## Work to complete
The output should be all lines of the entries below in which the word "from" occurs.

Stored data

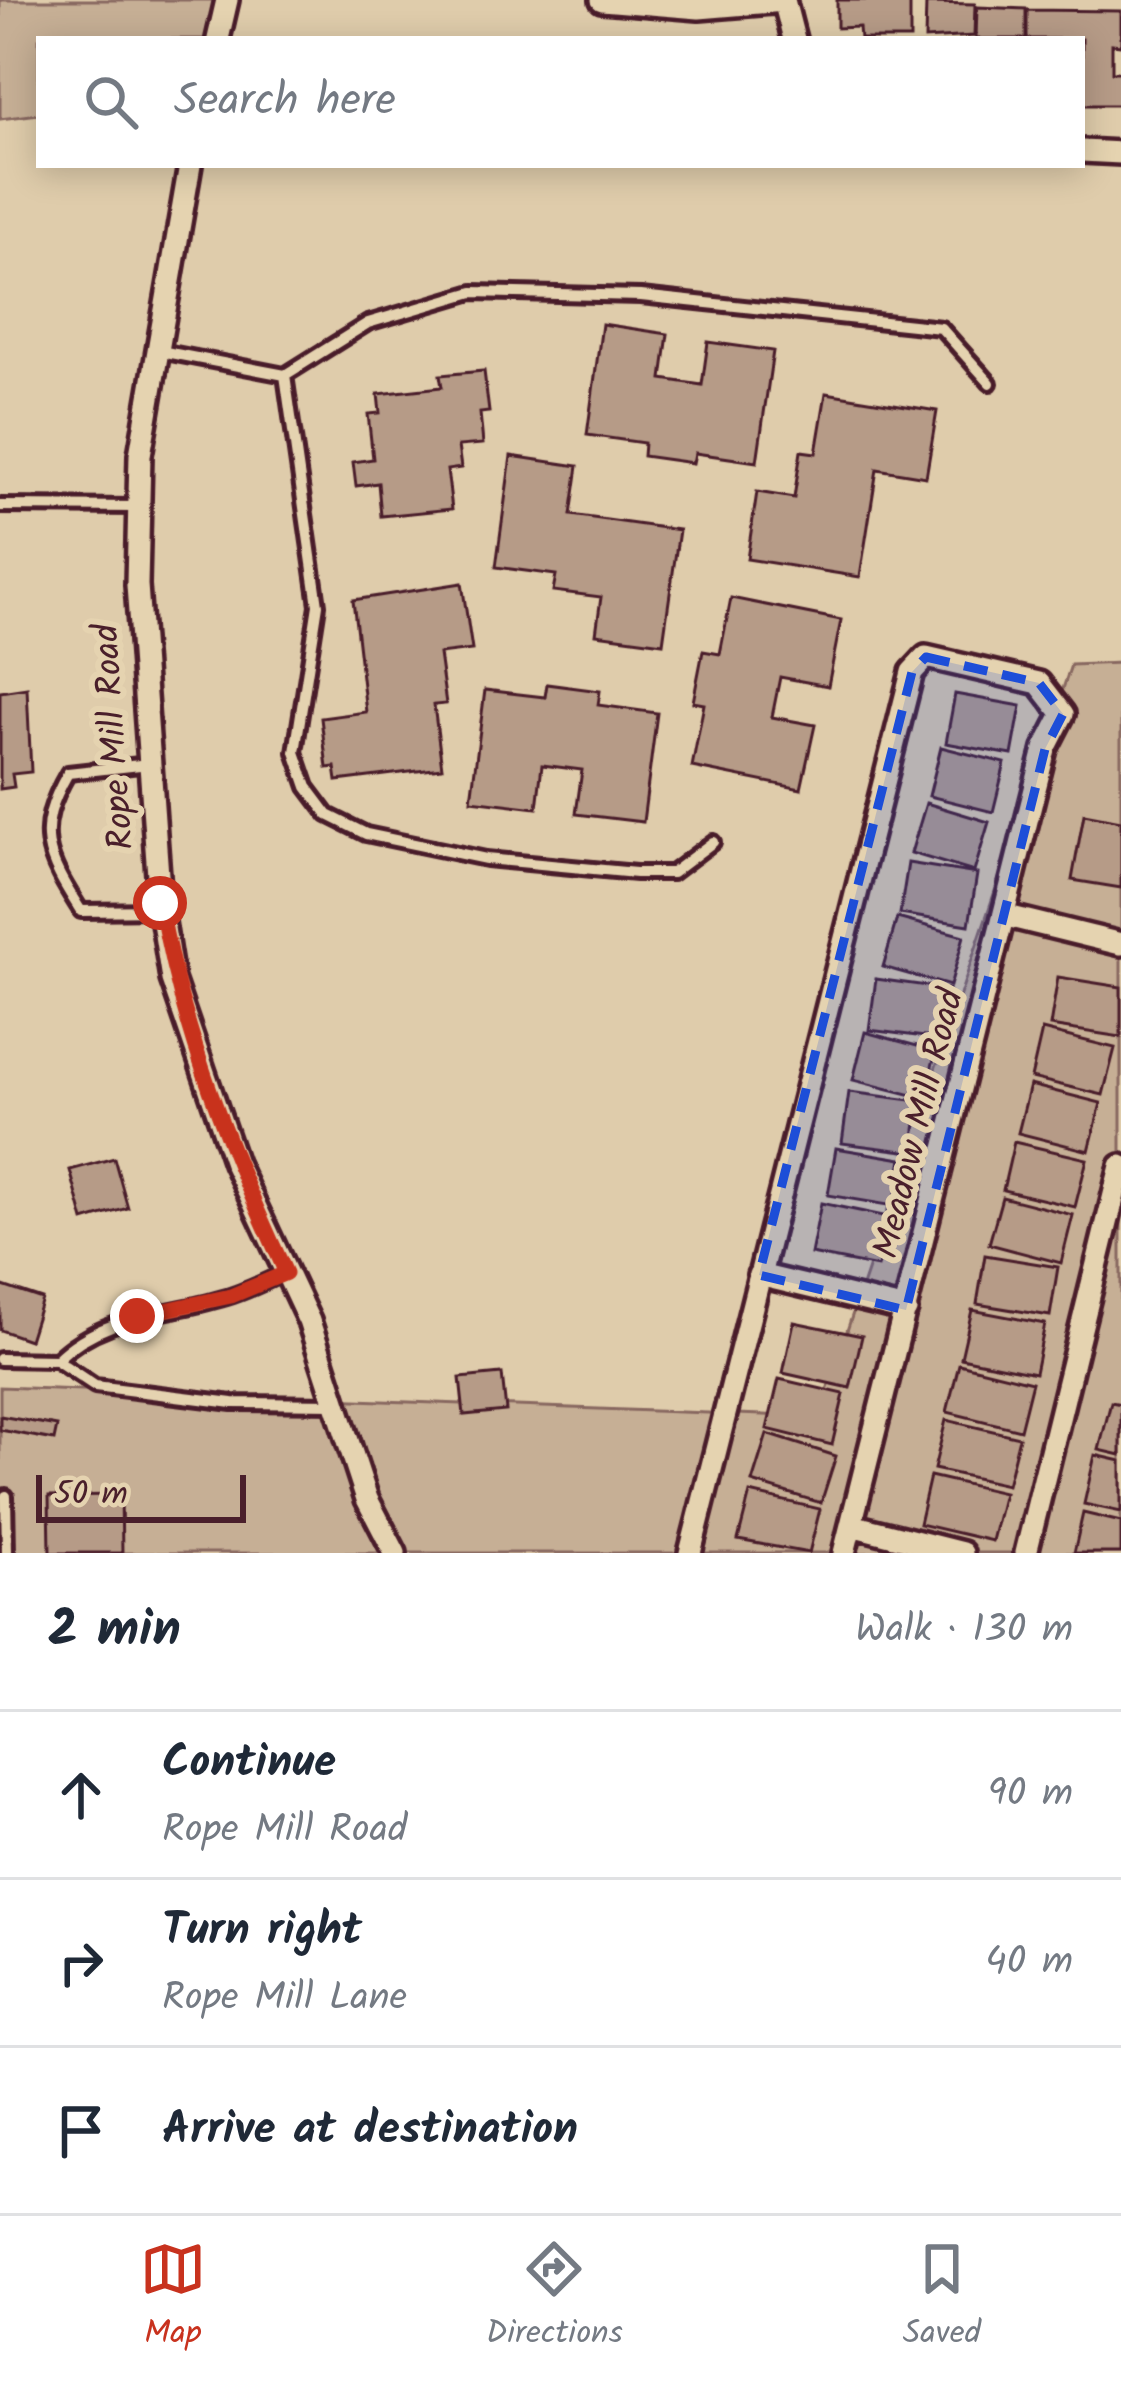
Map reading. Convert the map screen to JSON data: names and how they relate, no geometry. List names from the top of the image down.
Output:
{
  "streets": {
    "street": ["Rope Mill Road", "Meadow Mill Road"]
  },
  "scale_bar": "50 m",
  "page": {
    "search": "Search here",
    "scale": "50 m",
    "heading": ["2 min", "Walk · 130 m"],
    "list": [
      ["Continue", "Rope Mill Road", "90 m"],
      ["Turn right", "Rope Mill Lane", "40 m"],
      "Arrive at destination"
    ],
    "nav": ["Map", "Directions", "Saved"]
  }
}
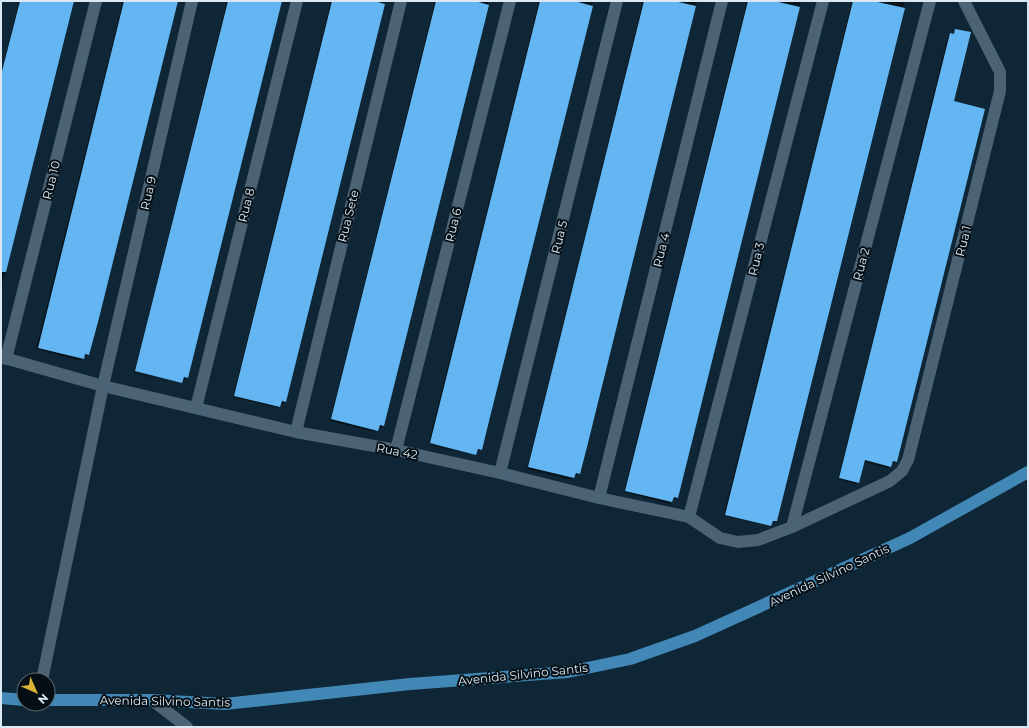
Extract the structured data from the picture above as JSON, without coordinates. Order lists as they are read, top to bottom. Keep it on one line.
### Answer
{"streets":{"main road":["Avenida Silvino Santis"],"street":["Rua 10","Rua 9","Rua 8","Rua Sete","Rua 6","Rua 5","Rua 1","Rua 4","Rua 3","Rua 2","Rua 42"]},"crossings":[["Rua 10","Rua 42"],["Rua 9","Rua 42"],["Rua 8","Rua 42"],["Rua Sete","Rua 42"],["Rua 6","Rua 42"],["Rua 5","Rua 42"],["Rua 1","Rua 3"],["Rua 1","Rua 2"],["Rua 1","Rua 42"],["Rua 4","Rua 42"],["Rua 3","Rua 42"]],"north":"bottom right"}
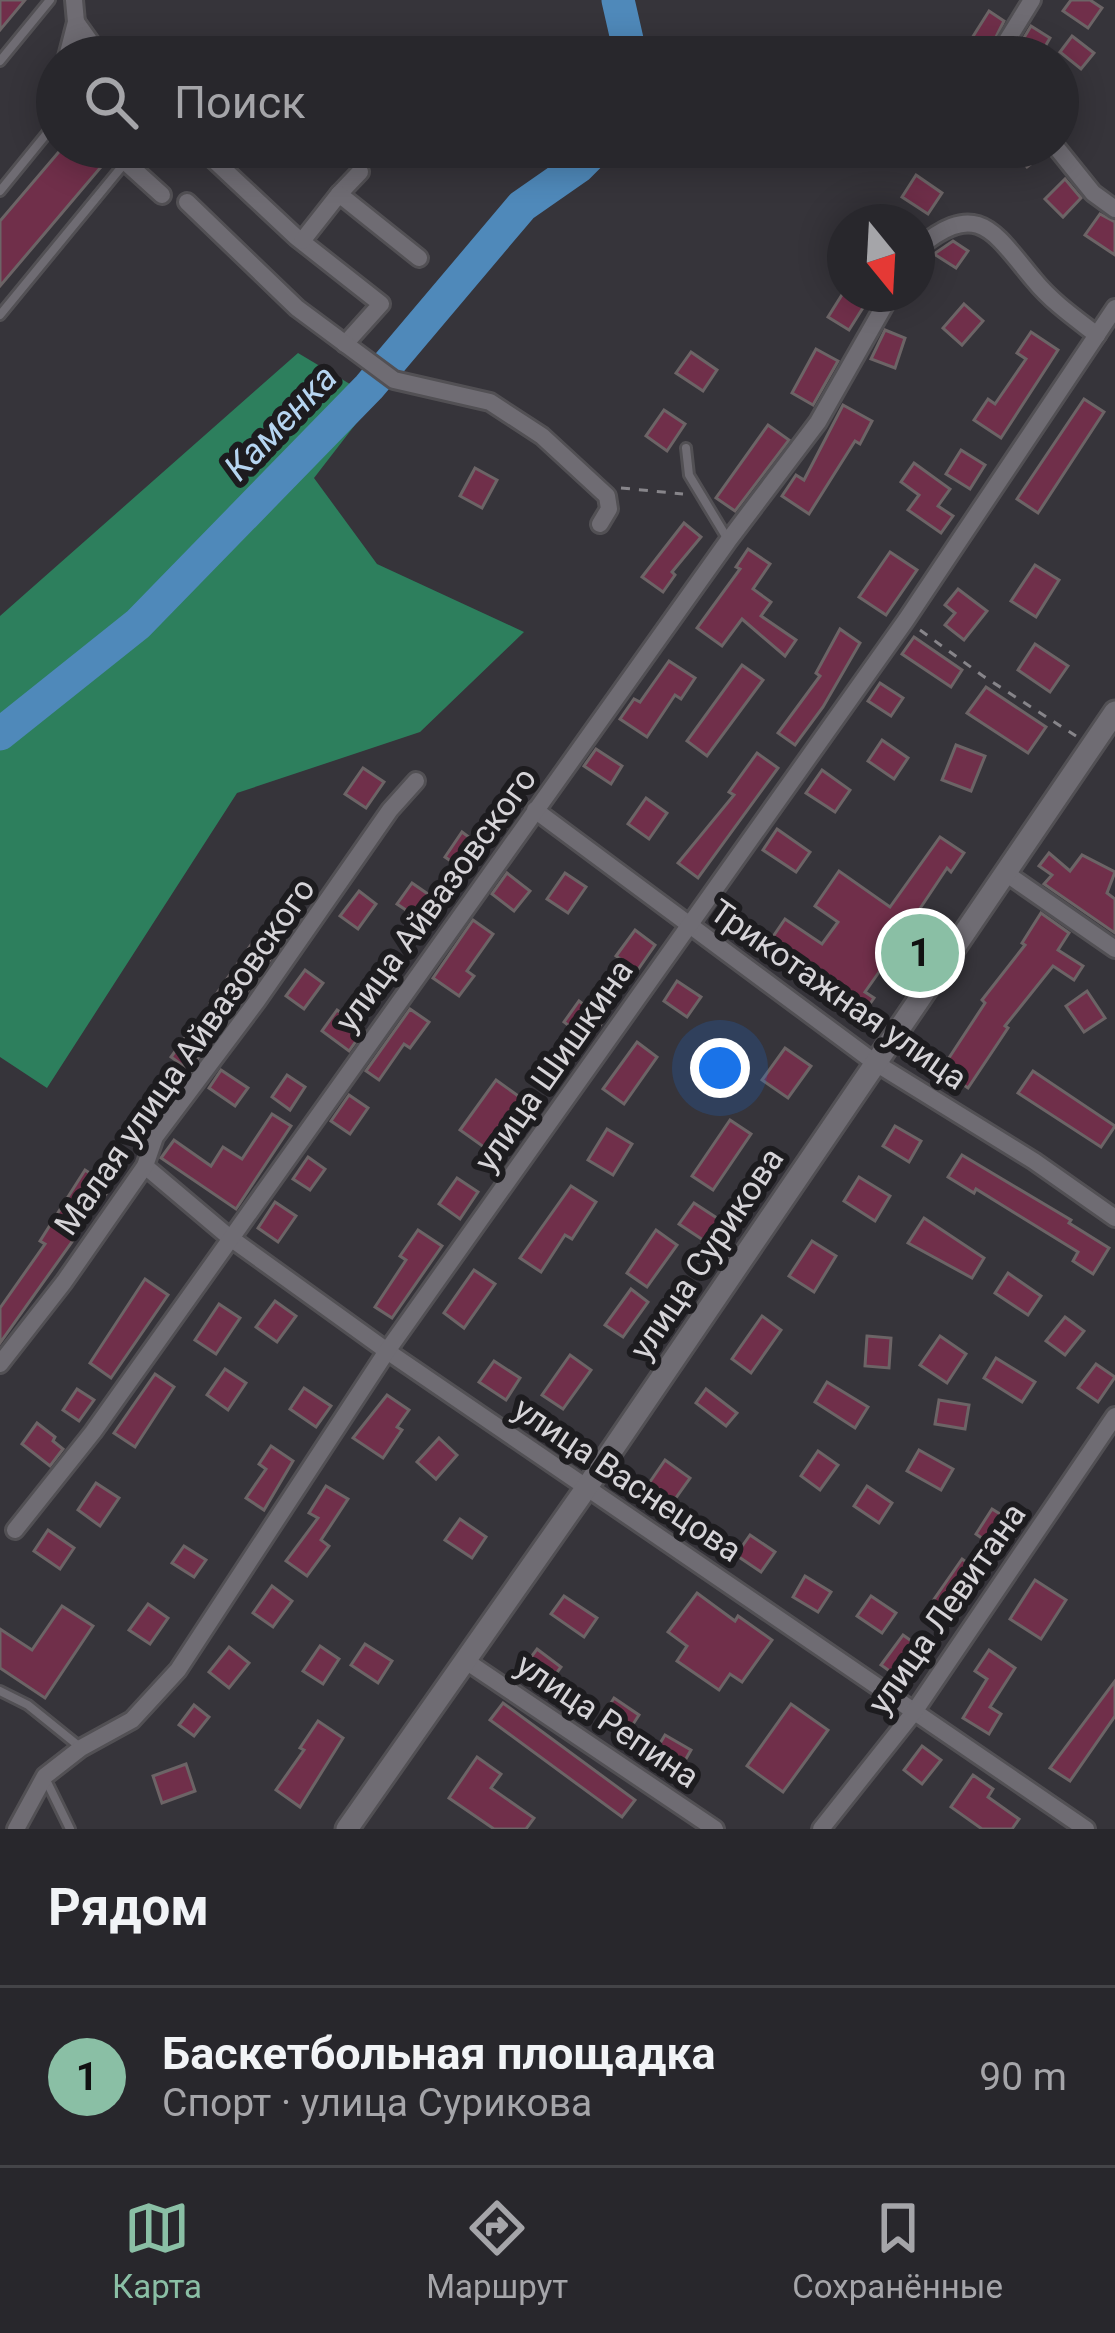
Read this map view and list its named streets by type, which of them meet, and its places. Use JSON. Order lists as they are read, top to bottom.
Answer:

## The completed task
Map reading. Convert the map screen to JSON data: names and how they relate, no geometry. List names from the top of the image down.
Extract the structured data from the picture above as JSON, without coordinates. Order lists as they are read, top to bottom. Keep it on one line.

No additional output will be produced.